Here is the album view.  You can blow up all images by clicking on them.

google-music

Here is what it looks like to play an album – the controls are along the bottom.

google-music-player

Then I uploaded my music to Amazon Cloud.  It also took a couple weeks, but it was a web app that kept crashing.  Also, Amazon’s upload app found all my audio books and uploaded them.  I really didn’t want it to do that, but it did.  I already had 20gb of storage at Amazon’s cloud because I had bought an album on promotion, and Amazon recently gave unlimited music upload space to anyone with 20gb of space or more.  When the renewal comes up, storing my music on Amazon Cloud will be $20 a year.  Here’s the album view for the Amazon Cloud player.

amazon.cloug

Notice the album covers are nicer looking.  Here’s what the album player looks like.  The same basic controls as Google Music.

amazon-cloud-player

iTunes Music Match works different.  It works through iTunes – which I hate.  I was hoping it would have a web client too, but it doesn’t.  So I can’t play music on my Linux machines.  Nor do I want to install iTunes on all my machines.  And for some strange reason iTunes in album view iTunes sorts by artist, so I couldn’t recreate the album images like I did with Google Music and Amazon Cloud.

itunes

Here’s the player view.

itunes-player

Because iTunes Music Match costs $25 a year, and it’s from Apple, which has a reputation for style and slickness, I thought I would like it best.  I didn’t.  I like it least because it’s tied to iTunes.  The music match feature worked beautifully, and within minutes 15,000 of my albums were online.  It took two days to upload 3,350 unmatched albums.  This is a more sophisticated way to get albums into the cloud, but playing them is limited to machines with iTunes.

Another strange thing about iTunes is it did the poorest job of finding album covers.  Apple is so visual that I found this disappointing.  I have spent a lot of extra time trying to find the covers and put them into iTunes so I can enjoy album flow viewing, but I gave up somewhere in the D’s.  Now there’s a company that fixes this problem with a program called Tune-Up.  However, it’s expensive.  $39.95 per year, or $49.95 for a lifetime license.  It annoys me so much not having the artwork that I am tempted to spend the money, but I’ve decided that I just don’t like iTunes Music Match if I have to use iTunes.

Finally, iTunes plays music differently.  Google and Amazon streams from the cloud.  No internet, no music.  iTunes lets you download songs from the cloud.  The others do too, but iTunes seems to emphasize download.  You can have up to 10 devices sharing your Music Match cloud library, but what appears to happen is the music gets downloaded to each new device.  You can tell your satellite devices to intentionally download the music so you can play it offline, and this will be a great feature for most people who use iPhones and iPads.  However, it will fill up your device with music.  I prefer streaming.

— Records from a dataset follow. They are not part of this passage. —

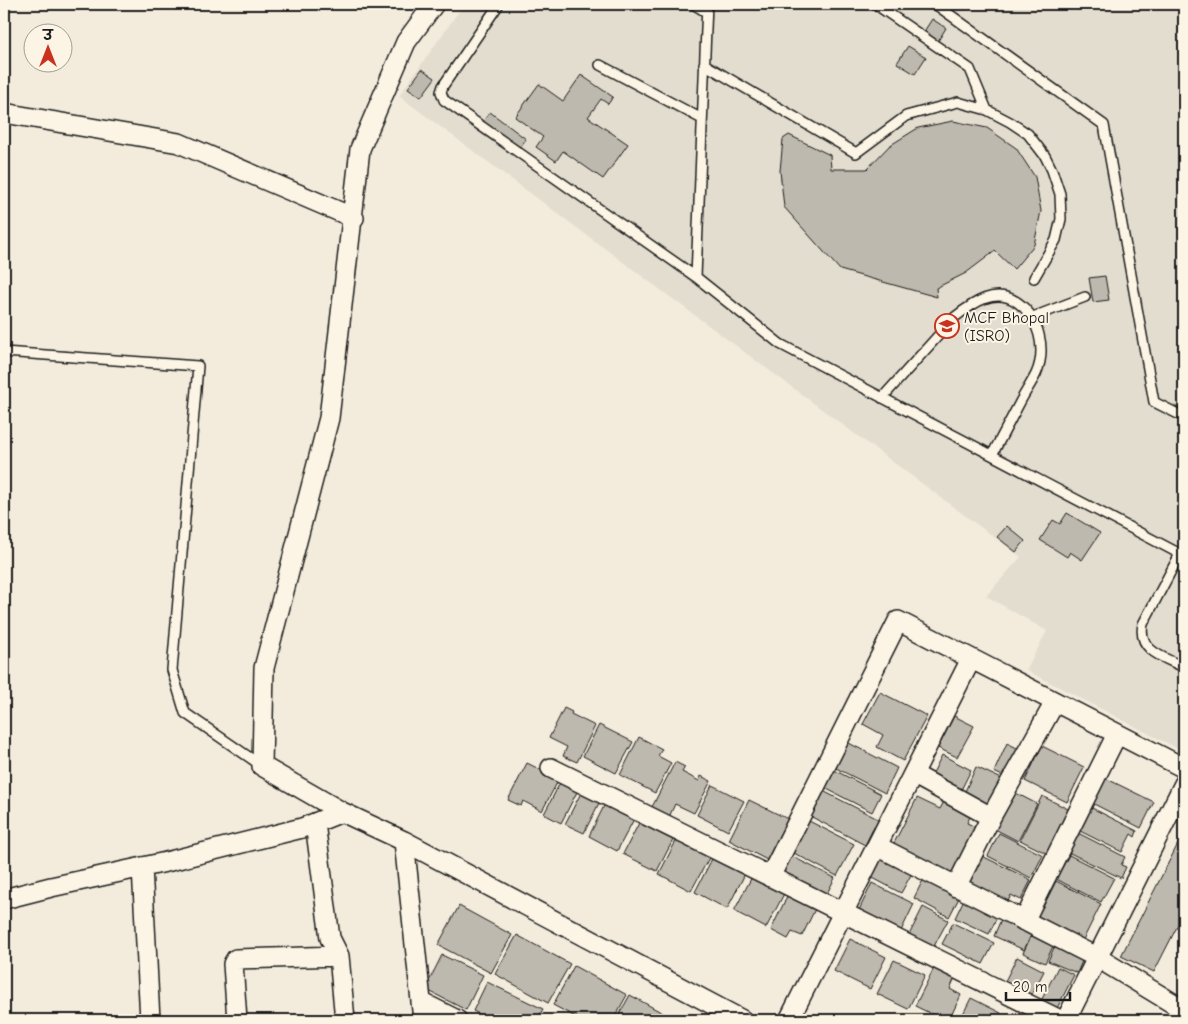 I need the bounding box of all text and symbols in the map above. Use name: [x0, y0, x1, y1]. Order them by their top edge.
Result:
north arrow: [22, 22, 72, 72]
text: उ: [41, 27, 54, 44]
place label: MCF Bhopal (ISRO): [964, 309, 1049, 345]
school or university icon: MCF Bhopal (ISRO): [934, 313, 960, 339]
scale bar: [1006, 969, 1069, 1001]
text: 20 m: [1013, 978, 1047, 996] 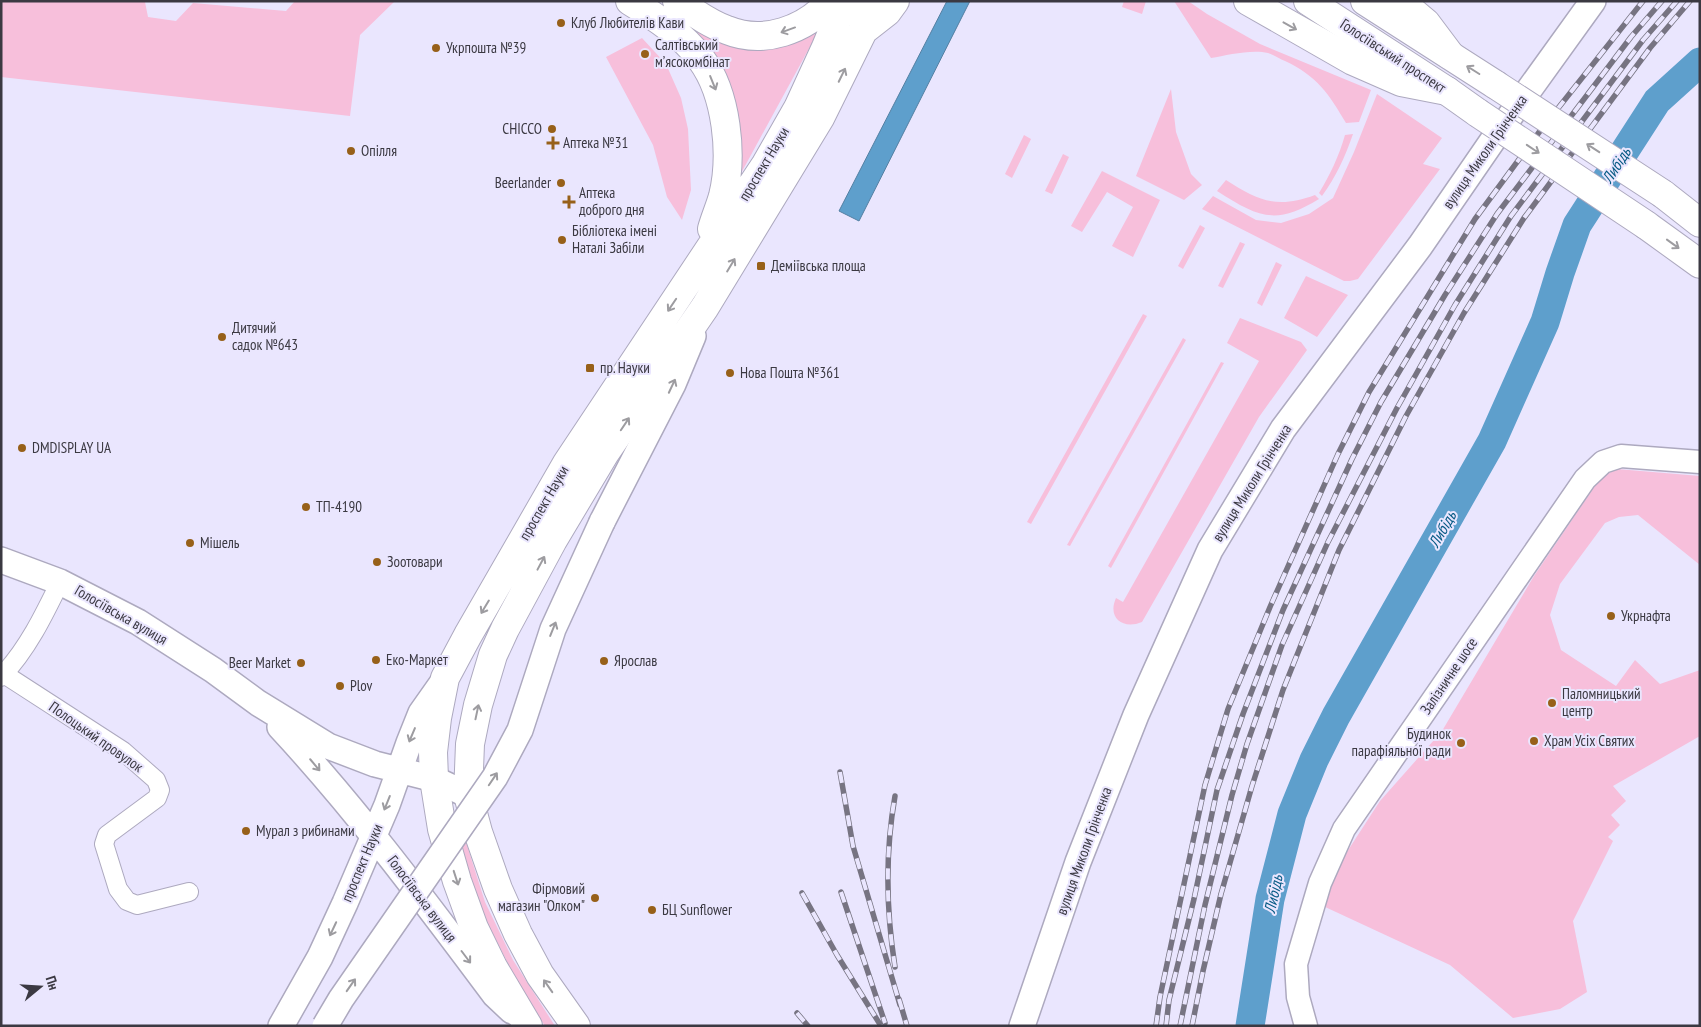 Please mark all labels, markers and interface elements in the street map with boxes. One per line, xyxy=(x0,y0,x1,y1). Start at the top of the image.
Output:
place label: Клуб Любителів Кави xyxy=(571,13,684,32)
street label: Голосіївський проспект xyxy=(1337,14,1450,97)
marker: Клуб Любителів Кави xyxy=(555,17,567,29)
one-way arrow xyxy=(1282,22,1297,31)
one-way arrow xyxy=(781,26,796,35)
place label: Салтівський мʼясокомбінат xyxy=(655,35,730,71)
place label: Укрпошта №39 xyxy=(446,38,526,57)
marker: Укрпошта №39 xyxy=(430,42,442,54)
marker: Салтівський мʼясокомбінат xyxy=(639,48,651,60)
one-way arrow xyxy=(1467,65,1481,75)
one-way arrow xyxy=(838,68,847,83)
one-way arrow xyxy=(709,75,719,90)
street label: вулиця Миколи Грінченка xyxy=(1438,91,1531,212)
place label: CHICCO xyxy=(502,119,542,138)
marker: CHICCO xyxy=(546,123,558,135)
street label: проспект Науки xyxy=(734,123,793,204)
place label: Аптека №31 xyxy=(563,133,628,152)
marker: Аптека №31 xyxy=(547,137,559,149)
place label: Опілля xyxy=(361,141,397,160)
one-way arrow xyxy=(1586,143,1600,153)
water label: Либідь xyxy=(1597,143,1635,187)
one-way arrow xyxy=(1526,144,1540,155)
marker: Опілля xyxy=(345,145,357,157)
place label: Beerlander xyxy=(495,173,552,192)
marker: Beerlander xyxy=(555,177,567,189)
place label: Аптека доброго дня xyxy=(579,183,645,219)
marker: Аптека доброго дня xyxy=(563,196,575,208)
place label: Бібліотека імені Наталі Забіли xyxy=(572,221,657,257)
marker: Бібліотека імені Наталі Забіли xyxy=(556,234,568,246)
one-way arrow xyxy=(1666,239,1680,249)
place label: Деміївська площа xyxy=(771,256,866,275)
one-way arrow xyxy=(726,259,736,273)
marker: Деміївська площа xyxy=(755,260,767,272)
one-way arrow xyxy=(667,298,677,312)
place label: Дитячий садок №643 xyxy=(232,318,298,354)
marker: Дитячий садок №643 xyxy=(216,331,228,343)
place label: пр. Науки xyxy=(600,358,650,377)
marker: пр. Науки xyxy=(584,362,596,374)
place label: Нова Пошта №361 xyxy=(740,363,840,382)
marker: Нова Пошта №361 xyxy=(724,367,736,379)
one-way arrow xyxy=(668,379,677,394)
one-way arrow xyxy=(620,417,630,431)
street label: вулиця Миколи Грінченка xyxy=(1208,421,1295,545)
place label: DMDISPLAY UA xyxy=(32,438,112,457)
marker: DMDISPLAY UA xyxy=(16,442,28,454)
street label: проспект Науки xyxy=(515,462,573,543)
place label: ТП-4190 xyxy=(316,497,362,516)
marker: ТП-4190 xyxy=(300,501,312,513)
water label: Либідь xyxy=(1423,506,1461,552)
place label: Мішель xyxy=(200,533,240,552)
marker: Мішель xyxy=(184,537,196,549)
place label: Зоотовари xyxy=(387,552,443,571)
marker: Зоотовари xyxy=(371,556,383,568)
one-way arrow xyxy=(537,556,546,571)
street label: Голосіївська вулиця xyxy=(72,580,171,649)
one-way arrow xyxy=(480,599,490,613)
place label: Укрнафта xyxy=(1621,606,1671,625)
marker: Укрнафта xyxy=(1605,610,1617,622)
one-way arrow xyxy=(549,621,558,637)
street label: Залізничне шосе xyxy=(1416,634,1481,718)
place label: Еко-Маркет xyxy=(386,650,448,669)
place label: Ярослав xyxy=(614,651,657,670)
place label: Beer Market xyxy=(229,653,291,672)
marker: Еко-Маркет xyxy=(370,654,382,666)
marker: Ярослав xyxy=(598,655,610,667)
marker: Beer Market xyxy=(295,657,307,669)
place label: Plov xyxy=(350,676,373,695)
marker: Plov xyxy=(334,680,346,692)
place label: Паломницький центр xyxy=(1562,684,1641,720)
street label: Полоцький провулок xyxy=(45,697,147,776)
marker: Паломницький центр xyxy=(1546,697,1558,709)
one-way arrow xyxy=(473,704,482,720)
place label: Будинок парафіяльної ради xyxy=(1352,724,1451,760)
one-way arrow xyxy=(406,727,416,742)
place label: Храм Усіх Святих xyxy=(1544,731,1635,750)
marker: Храм Усіх Святих xyxy=(1528,735,1540,747)
marker: Будинок парафіяльної ради xyxy=(1455,737,1467,749)
one-way arrow xyxy=(309,758,320,771)
one-way arrow xyxy=(488,772,498,786)
street label: вулиця Миколи Грінченка xyxy=(1052,784,1115,917)
one-way arrow xyxy=(382,795,391,811)
place label: Мурал з рибинами xyxy=(256,821,355,840)
street label: проспект Науки xyxy=(337,821,386,905)
marker: Мурал з рибинами xyxy=(240,825,252,837)
street label: Голосіївська вулиця xyxy=(384,852,461,946)
one-way arrow xyxy=(452,870,462,886)
water label: Либідь xyxy=(1259,872,1287,916)
place label: Фірмовий магазин "Олком" xyxy=(498,879,585,915)
marker: Фірмовий магазин "Олком" xyxy=(589,892,601,904)
place label: БЦ Sunflower xyxy=(662,900,733,919)
marker: БЦ Sunflower xyxy=(646,904,658,916)
one-way arrow xyxy=(328,921,338,936)
one-way arrow xyxy=(461,950,472,963)
north arrow xyxy=(15,962,65,1012)
text: Пн xyxy=(42,974,63,992)
one-way arrow xyxy=(346,978,356,992)
one-way arrow xyxy=(543,979,553,993)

As far as I was concerned iTunes Music Match was $25 down the drain.  However, Mac users who own Mac, iPhone and iPad will always have iTunes and so Music Match will be worth it to them.  iTunes Music Match seems geared to iPhone, iPod touch and iPad users, to help on-the-go users get music down from the cloud.

Now I have to decide between Google and Amazon.  Because I’m a dedicated Chrome user I’m partial to Google.  Because I’m a dedicated Amazon customer, I’m equally partial to Amazon.  I’m leaning towards the Amazon cloud because the player looks better.  However, it will cost me $20 a year.  I’m going to maintain both for now, or until I see what Google charges.  I’m an Amazon Prime user, so I wish they’d made unlimited music storage free for Prime members.

My next project is to thin out my collection.  I’m not sure how well Google and Amazon update their clouds.  I want to make one perfect copy of my library in Windows Media Player and hopefully Amazon and Google will keep this master library in sync.  Another test will be to download my collection to my work machine to see how well these clouds can be used as backup to restore my collection.  But these are for future reports because it will take months to do all this.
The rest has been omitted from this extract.